Edit:  I just checked that photo out again.  Her breasts held my attention for but a fraction of a second, and then I quickly looked at her face, but after that, I was distracted by her breasts again.


----------



## JaniceM (Sep 24, 2022)

Hair.  Whether it's basically neat, and neatly combed.


----------



## oldaunt (Sep 24, 2022)

Although a good appearance is nice, its secondary to whether or not they treat me with respect. I have no use for a man who can't treat me like a fellow intelligent human rather than sex object.


----------



## Remy (Sep 24, 2022)

Height. I'm short and I like tall men.


----------



## Chet (Sep 24, 2022)

I check the overall figure and for a pleasant face. It's really just a 6th sense though more than the visual.


----------



## Alligatorob (Sep 24, 2022)

I started to say I just look at the whole person, but thinking hard it's the smile, or lack of one I first look for.  More attracted to people with a nice smile than without...


----------



## Medusa (Sep 24, 2022)

Intelligence, wit.  I know those aren't physical features, but I'm really not into physicality.  I have to talk to a man for a bit to know if I'm attracted.


----------



## Mr. Ed (Sep 24, 2022)

What is it about the opposite sex do you notice first...The opposite sex has more to offer me than the same sex as me.  What attracts people to each other?​


----------



## Paco Dennis (Sep 24, 2022)

I notice the persons demeanor. The way that their body language is communicating even before we meet...if we do. The way they act toward others.
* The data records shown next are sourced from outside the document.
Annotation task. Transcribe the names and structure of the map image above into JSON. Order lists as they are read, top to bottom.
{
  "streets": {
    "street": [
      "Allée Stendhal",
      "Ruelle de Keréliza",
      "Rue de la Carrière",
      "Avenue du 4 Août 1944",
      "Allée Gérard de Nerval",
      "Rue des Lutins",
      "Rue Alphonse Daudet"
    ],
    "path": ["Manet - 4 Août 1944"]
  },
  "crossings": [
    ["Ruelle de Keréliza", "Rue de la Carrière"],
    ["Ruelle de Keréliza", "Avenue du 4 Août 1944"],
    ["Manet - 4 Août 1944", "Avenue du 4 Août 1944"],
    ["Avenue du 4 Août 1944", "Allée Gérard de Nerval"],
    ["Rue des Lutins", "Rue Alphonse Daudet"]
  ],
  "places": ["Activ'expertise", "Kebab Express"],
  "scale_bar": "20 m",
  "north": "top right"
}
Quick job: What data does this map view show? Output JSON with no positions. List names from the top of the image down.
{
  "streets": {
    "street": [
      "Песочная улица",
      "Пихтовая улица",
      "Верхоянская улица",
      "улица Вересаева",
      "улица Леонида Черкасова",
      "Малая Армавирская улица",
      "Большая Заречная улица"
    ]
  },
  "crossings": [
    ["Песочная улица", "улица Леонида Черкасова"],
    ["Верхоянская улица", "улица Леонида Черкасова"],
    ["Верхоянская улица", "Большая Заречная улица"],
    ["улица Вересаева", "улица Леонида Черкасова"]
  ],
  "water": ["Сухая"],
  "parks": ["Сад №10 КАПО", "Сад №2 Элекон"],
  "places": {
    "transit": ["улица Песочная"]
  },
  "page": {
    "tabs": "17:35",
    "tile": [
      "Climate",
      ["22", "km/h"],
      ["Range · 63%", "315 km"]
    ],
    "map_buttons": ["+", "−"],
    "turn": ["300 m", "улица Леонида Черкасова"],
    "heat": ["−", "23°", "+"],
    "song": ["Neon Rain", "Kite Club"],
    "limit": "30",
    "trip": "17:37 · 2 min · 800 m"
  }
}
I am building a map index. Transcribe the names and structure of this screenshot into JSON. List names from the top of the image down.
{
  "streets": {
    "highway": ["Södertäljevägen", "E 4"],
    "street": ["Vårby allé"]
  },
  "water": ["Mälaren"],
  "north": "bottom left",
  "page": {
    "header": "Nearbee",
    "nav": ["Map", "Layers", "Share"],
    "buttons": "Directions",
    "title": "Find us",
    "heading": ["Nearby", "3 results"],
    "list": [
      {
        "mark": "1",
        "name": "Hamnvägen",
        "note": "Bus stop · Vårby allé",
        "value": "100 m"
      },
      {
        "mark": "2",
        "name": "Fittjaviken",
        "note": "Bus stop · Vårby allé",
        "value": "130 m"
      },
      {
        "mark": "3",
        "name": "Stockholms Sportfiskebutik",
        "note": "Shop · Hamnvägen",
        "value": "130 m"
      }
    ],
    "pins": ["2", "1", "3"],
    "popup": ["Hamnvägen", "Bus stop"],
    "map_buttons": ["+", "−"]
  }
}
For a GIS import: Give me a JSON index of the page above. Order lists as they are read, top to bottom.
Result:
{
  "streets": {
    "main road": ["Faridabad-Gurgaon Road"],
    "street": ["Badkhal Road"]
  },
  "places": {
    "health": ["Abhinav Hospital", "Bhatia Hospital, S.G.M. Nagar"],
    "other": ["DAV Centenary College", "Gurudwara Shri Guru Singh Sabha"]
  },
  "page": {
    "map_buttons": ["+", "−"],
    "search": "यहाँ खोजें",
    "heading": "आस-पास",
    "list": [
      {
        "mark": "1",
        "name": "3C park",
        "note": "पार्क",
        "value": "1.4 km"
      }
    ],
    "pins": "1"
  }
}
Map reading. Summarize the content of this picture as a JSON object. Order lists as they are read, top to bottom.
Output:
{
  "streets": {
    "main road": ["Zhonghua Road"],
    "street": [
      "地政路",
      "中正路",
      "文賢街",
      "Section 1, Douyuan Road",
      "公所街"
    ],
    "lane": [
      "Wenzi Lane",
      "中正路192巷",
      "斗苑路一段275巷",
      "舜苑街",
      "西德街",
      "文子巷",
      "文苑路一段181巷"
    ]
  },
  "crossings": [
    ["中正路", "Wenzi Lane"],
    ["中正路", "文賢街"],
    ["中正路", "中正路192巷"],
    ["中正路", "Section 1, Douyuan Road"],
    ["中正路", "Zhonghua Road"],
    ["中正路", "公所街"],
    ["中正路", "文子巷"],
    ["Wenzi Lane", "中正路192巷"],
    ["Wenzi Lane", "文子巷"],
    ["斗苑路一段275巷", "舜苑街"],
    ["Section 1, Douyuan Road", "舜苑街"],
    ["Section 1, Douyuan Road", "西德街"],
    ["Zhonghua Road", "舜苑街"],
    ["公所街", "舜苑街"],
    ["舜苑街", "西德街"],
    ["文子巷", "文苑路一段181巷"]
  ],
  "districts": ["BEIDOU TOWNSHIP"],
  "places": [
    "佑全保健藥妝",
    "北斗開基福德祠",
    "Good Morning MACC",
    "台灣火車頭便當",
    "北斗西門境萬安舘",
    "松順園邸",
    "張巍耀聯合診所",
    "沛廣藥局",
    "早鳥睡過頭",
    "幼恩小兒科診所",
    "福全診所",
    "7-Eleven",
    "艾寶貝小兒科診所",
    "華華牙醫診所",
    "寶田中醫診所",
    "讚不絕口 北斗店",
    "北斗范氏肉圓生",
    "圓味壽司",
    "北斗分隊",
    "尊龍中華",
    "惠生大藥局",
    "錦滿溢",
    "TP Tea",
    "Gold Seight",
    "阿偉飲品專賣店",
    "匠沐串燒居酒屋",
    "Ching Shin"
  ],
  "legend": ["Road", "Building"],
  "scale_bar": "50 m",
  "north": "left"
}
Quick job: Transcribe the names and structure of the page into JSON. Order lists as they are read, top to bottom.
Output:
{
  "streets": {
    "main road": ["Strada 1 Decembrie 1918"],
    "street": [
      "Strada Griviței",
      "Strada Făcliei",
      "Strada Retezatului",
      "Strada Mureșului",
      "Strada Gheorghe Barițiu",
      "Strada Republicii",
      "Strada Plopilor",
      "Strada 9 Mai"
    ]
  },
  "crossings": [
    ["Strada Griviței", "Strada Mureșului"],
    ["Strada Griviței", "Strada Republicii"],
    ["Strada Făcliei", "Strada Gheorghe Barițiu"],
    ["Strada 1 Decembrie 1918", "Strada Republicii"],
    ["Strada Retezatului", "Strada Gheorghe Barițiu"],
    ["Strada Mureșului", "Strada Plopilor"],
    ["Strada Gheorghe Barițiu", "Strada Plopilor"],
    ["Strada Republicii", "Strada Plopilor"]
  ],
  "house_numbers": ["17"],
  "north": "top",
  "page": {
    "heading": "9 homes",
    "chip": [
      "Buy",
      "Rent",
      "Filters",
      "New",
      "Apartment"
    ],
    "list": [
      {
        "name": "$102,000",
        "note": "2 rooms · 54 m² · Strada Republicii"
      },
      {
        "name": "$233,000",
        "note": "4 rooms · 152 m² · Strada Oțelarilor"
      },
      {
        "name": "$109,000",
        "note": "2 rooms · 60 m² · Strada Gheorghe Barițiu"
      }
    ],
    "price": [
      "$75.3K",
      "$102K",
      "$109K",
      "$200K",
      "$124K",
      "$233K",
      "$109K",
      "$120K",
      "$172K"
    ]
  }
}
Maybe they have habitual quirks, that make them different than others....then I notice/remember they are my brother or sister in our humanity, and do my best to communicate with them.


----------



## timoc (Sep 24, 2022)

Some of you are aware that this old fella has a problem controlling the _'passing of wind'.
Y_esterday afternoon, I stepped into a lift at my solicitors building, there was just one person in it, a lady. 
I hold my hands up and admit that I have been known to let go inside lifts, but on this occasion I was behaving, however, the lady clearly had had a _'mishap'_, and it stunk to high heaven.  
She gave me a quick look from the corner of her eyes to see if my nose was working, then the lift stopped at at a floor and she stepped out, with a mischievous little smile on her face.

So, yes I do notice that some of the gentler sex can create strong pongs just as bad as my own.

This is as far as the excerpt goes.